BEGIN DATA RECORDS
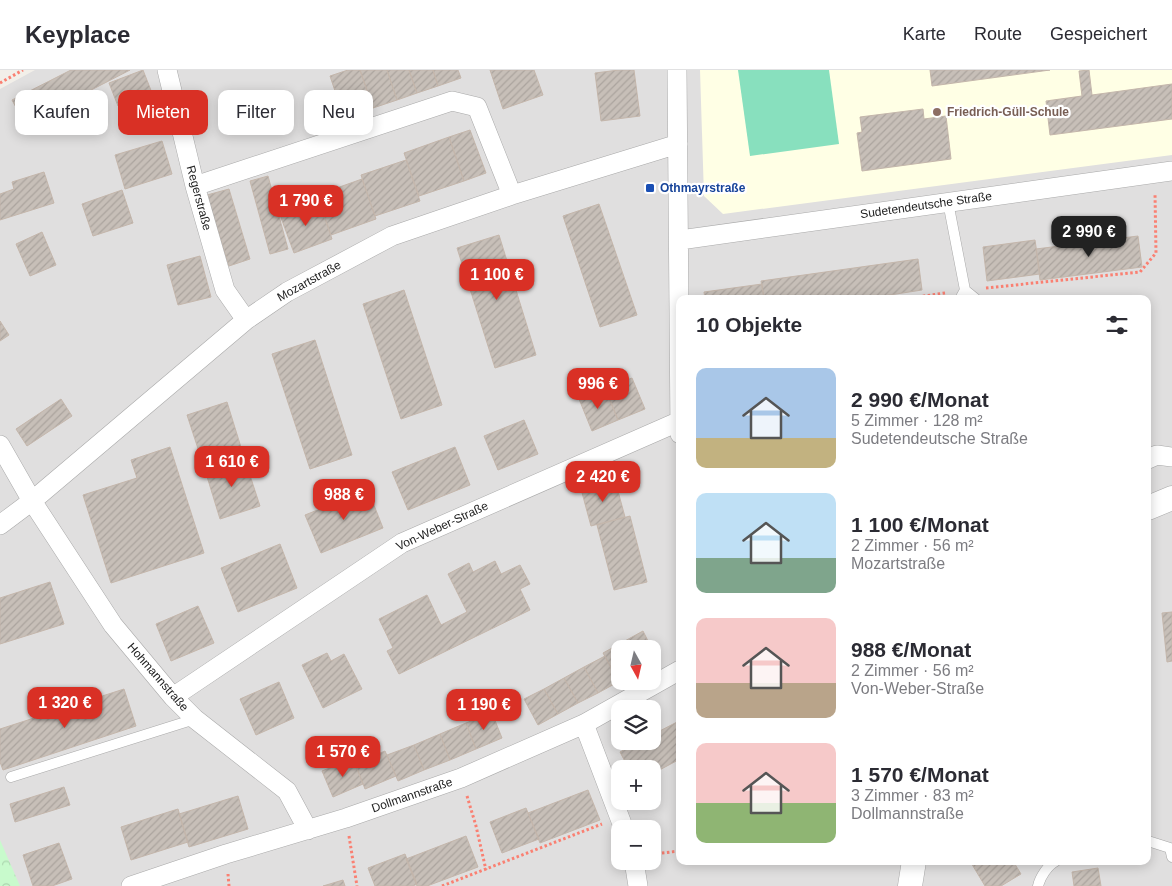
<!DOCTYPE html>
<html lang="de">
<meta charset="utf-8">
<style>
:root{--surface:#fff;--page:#f2f2f3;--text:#2b2b33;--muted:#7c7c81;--line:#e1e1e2;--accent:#d93025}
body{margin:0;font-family:Arial,sans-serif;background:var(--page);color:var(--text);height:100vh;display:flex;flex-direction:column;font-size:19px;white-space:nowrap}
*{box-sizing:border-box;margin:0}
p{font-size:16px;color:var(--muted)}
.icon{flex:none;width:28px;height:28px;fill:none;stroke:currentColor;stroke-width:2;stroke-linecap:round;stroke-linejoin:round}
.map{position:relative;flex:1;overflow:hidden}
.sheet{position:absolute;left:676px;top:225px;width:475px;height:570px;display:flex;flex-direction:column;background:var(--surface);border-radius:10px;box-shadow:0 2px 12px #0003}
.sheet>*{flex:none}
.banner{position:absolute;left:15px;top:20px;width:475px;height:45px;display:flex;gap:10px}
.needle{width:32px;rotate:172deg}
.tools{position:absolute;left:611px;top:570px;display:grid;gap:10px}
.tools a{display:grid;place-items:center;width:50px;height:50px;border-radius:10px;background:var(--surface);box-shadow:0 2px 12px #0003;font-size:25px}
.price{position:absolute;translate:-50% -42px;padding:0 11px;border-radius:10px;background:var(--accent);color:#fff;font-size:16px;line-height:32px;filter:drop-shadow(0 1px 2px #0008)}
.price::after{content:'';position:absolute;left:50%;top:30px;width:15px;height:11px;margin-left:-8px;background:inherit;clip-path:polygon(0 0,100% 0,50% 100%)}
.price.current{background:#222;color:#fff}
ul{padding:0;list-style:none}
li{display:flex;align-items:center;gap:15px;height:125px;padding:0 20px}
li span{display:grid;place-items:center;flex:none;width:140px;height:100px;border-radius:10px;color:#555}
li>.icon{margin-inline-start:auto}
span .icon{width:60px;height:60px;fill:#fffc;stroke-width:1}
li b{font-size:21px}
h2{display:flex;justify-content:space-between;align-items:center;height:60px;padding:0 20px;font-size:21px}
.tag{padding:0 18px;border-radius:10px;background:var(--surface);box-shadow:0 2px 12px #0003;font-size:18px;line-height:45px}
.tag.current{background:var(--accent);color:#fff}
header{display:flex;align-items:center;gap:30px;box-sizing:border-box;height:70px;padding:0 25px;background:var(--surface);border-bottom:1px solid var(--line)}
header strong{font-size:24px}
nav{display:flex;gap:28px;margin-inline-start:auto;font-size:18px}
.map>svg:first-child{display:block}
</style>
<header>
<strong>Keyplace</strong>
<nav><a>Karte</a><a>Route</a><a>Gespeichert</a></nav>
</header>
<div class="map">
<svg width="1172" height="816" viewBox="0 0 1172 816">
<defs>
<pattern id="park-crowns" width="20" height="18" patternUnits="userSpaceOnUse" patternTransform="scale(1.25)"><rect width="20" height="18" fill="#c8facc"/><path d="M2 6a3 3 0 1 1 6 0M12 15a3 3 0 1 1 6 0" fill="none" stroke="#acd6af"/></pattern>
<pattern id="building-hatch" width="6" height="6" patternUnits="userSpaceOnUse" patternTransform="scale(1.25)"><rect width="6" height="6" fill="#c7bfb8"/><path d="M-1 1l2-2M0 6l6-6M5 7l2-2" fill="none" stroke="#aba49e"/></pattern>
</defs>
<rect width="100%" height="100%" fill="#f2efe9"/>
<path fill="#e0dfdf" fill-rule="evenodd" d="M35 0H1172V816H0V19ZM680 229H1148V791H680ZM620 579H652V611H620ZM620 639H652V671H620ZM620 699H652V731H620ZM620 759H652V791H620Z"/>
<path fill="#ffffe5" d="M700 0H1172V85L723 144 704 126Z"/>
<path fill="url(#park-crowns)" d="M0 770 20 816H0Z"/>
<path fill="#88e0be" d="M738 0H829L839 74 750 86Z"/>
<path fill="url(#building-hatch)" stroke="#c4b6ab" d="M71 0H130L25 54 12 30Z
M143 0 152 23 118 36 109 13Z
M348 0H360L373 38 344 48 330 6Z
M360 0H387L397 30 373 38Z
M387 0H409L417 23 397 30Z
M409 0H433L438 16 417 23Z
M433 0H458L461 8 438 16Z
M490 0H534L543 25 503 39Z
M619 0H634L640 46 601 51 595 3Z
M930 0H1050L932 16Z
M1089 0 1092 25 1172 14V49L1050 65 1046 31 1082 26 1079 1Z
M923 39 924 49 946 46 951 89 862 101 857 63 862 62 860 47Z
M470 60 486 103 464 111 449 67Z
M449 67 464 111 419 126 404 83Z
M162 71 172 104 125 119 115 85Z
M406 90 420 131 375 146 361 105Z
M44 102 54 133 0 150V124L14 119 12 112Z
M268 106 288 179 270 184 250 111Z
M362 109 376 149 331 165 317 125Z
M229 119 250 189 229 196 207 125Z
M122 120 133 153 93 166 82 134Z
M319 132 332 169 294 183 280 145Z
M599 134 637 245 600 257 563 146Z
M42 162 56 195 30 206 16 174Z
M499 165 536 285 495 298 457 178Z
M1138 166 1142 197 1040 210 1036 179Z
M1035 170 1040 204 987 211 983 177Z
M200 186 211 227 178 235 167 195Z
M918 189 922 220 864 229H764L761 211Z
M762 214 764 229H705L704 222Z
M404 220 442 335 401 349 363 234Z
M0 251 9 265 0 271Z
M315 270 352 385 310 399 272 284Z
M632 308 645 339 618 350 605 318Z
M605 318 618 350 592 361 579 329Z
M61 329 72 346 27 376 16 359Z
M227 332 244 387 205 400 187 345Z
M524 350 538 384 498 400 484 366Z
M170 377 204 483 111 513 83 425 137 408 131 390Z
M455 377 470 415 408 440 392 402Z
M244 387 260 436 220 449 205 400Z
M615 410 625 447 591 456 581 419Z
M368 420 383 458 321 483 305 445Z
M630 446 647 512 614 520 597 455Z
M280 474 297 518 238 542 221 498Z
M495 491 501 504 520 495 530 514 520 519 530 540 399 604 387 581 393 578 379 549 427 525 441 555 467 542 448 504 469 493 473 502Z
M50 512 64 554 0 574V528Z
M198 536 214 573 171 591 156 554Z
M1172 542V591L1167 592 1162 543Z
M643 561 652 579H626L623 572Z
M623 572 626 579H620V606L617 608 603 583Z
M327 583 331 591 344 584 362 619 323 638 302 595Z
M605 586 618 612 598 623 584 597Z
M584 597 598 623 578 633 564 608Z
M564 608 578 633 558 644 544 619Z
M279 612 294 648 256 665 240 629Z
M124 619 136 656 3 700 0 692V659Z
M544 619 558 644 538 655 524 629Z
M492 643 502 668 476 679 466 653Z
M679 651 680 654V689L652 704V699H629L620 682 640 671H652V665Z
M466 653 476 679 450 690 440 664Z
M440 664 450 690 424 700 414 675Z
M414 675 424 700 398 711 387 685Z
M385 681 396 706 365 719 355 693Z
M353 689 363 714 333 727 322 701Z
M64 717 70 735 15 752 10 734Z
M588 720 600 750 540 773 528 743Z
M238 726 248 759 189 777 179 744Z
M526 738 539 769 502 783 490 752Z
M178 739 188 772 131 790 121 757Z
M466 766 478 797 427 816H417L406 789Z
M59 773 72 809 52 816H33L23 785Z
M405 784 417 814 413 816H375L368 798Z
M970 791H1013L1021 804 1001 816H985Z
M1098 798 1101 816H1074L1072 802Z
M343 810 345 816H323Z"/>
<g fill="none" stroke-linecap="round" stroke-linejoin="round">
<g stroke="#a9a9a9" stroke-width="11">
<path id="service" d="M948 132 965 220 960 229
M965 220 976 229
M11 707 195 649
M1148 771 1170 778 1172 787
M1038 816C1040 807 1048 795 1056 791"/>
</g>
<g stroke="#a9a9a9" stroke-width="20">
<path id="minor" d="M167 0 195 116 225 220 246 250
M677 0 680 364
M195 116 452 31 477 37 512 125
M680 170 1172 101
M0 375 32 431 113 555 173 627 195 649 287 721 308 760
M1148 389 1157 385 1172 387
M0 455 32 431 246 250 287 222 392 166 512 125 678 74
M173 627 402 473 680 351
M584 654 624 759
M634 791 638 816
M131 816 226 784 346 748 461 708 584 654 680 600"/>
</g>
<g stroke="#a9a9a9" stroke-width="25">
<path id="tertiary" d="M1148 438 1172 428
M910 816 914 791"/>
</g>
<path stroke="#fa8072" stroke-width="3" stroke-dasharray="2.5 2.5" stroke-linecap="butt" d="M0 13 23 0
M986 218 1140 202 1156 183 1155 123
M903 229 945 223
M467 726 476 756 486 800
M349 766 357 816
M652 784 680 781
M228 804 229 816
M442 816 602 754"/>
<use href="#service" stroke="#fff" stroke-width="10"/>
<use href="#minor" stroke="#fff" stroke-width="19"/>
<use href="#tertiary" stroke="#fff" stroke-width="24"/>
</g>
<circle fill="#8d6e63" stroke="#fff" stroke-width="2" cx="937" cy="42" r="5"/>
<rect fill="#1a4fb4" stroke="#fff" stroke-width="2" x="645" y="113" width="10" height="10" rx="2.5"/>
<g text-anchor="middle" stroke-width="4.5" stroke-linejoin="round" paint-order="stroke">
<g font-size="12" font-weight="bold" fill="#785e54" stroke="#fff" text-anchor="start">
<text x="947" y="46">Friedrich-Güll-Schule</text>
</g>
<g font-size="12" font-weight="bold" fill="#164399" stroke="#fff" text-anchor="start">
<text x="660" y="122">Othmayrstraße</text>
</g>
<g font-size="12" fill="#222" stroke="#fff">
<text transform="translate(199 128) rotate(75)" y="4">Regerstraße</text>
<text transform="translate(926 135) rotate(-8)" y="4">Sudetendeutsche Straße</text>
<text transform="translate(309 211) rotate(-29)" y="4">Mozartstraße</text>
<text transform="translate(442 456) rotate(-25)" y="4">Von-Weber-Straße</text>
<text transform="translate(158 607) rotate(49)" y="4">Hohmannstraße</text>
<text transform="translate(412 725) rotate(-19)" y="4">Dollmannstraße</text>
</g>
</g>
</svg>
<div class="tools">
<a><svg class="needle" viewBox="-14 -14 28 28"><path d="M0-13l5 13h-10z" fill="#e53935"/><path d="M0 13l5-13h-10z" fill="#7c7c81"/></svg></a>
<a><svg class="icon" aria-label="layers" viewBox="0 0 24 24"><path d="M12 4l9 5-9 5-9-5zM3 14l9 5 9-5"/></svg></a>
<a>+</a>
<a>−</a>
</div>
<b class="price" style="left:306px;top:157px">1 790 €</b>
<b class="price current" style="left:1089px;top:188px">2 990 €</b>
<b class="price" style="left:497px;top:231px">1 100 €</b>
<b class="price" style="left:598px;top:340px">996 €</b>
<b class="price" style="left:232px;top:418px">1 610 €</b>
<b class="price" style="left:603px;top:433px">2 420 €</b>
<b class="price" style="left:344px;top:451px">988 €</b>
<b class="price" style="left:65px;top:659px">1 320 €</b>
<b class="price" style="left:484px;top:661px">1 190 €</b>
<b class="price" style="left:343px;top:708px">1 570 €</b>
<div class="banner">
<a class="tag">Kaufen</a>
<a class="tag current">Mieten</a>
<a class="tag">Filter</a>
<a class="tag">Neu</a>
</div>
<section class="sheet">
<h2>10 Objekte<svg class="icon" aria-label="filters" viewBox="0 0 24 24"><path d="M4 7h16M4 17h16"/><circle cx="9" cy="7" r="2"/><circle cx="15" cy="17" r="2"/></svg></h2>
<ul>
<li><span style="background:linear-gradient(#a9c7e8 70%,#c2b280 0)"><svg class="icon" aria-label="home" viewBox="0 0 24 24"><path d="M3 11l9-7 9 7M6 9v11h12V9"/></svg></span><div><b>2 990 €/Monat</b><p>5 Zimmer · 128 m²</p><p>Sudetendeutsche Straße</p></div></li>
<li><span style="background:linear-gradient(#bfe0f5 65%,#7fa58c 0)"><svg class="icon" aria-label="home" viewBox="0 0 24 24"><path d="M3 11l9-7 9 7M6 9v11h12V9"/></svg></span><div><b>1 100 €/Monat</b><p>2 Zimmer · 56 m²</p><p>Mozartstraße</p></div></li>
<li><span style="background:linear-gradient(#f6c9c9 65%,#b9a48a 0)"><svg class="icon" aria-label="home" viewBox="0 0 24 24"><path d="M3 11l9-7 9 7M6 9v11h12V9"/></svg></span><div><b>988 €/Monat</b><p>2 Zimmer · 56 m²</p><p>Von-Weber-Straße</p></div></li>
<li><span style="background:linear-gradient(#f6c9c9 60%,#8fb573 0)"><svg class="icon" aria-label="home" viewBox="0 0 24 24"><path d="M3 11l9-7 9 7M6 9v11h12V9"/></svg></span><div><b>1 570 €/Monat</b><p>3 Zimmer · 83 m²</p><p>Dollmannstraße</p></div></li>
</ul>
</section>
</div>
END DATA RECORDS
(WHAT IS NEEDED): Some of the data mentions "margin". Copy every line where it does.

(RESPONSE FOR THIS EXERCISE):
body{margin:0;font-family:Arial,sans-serif;background:var(--page);color:var(--text);height:100vh;display:flex;flex-direction:column;font-size:19px;white-space:nowrap}
*{box-sizing:border-box;margin:0}
.price::after{content:'';position:absolute;left:50%;top:30px;width:15px;height:11px;margin-left:-8px;background:inherit;clip-path:polygon(0 0,100% 0,50% 100%)}
li>.icon{margin-inline-start:auto}
nav{display:flex;gap:28px;margin-inline-start:auto;font-size:18px}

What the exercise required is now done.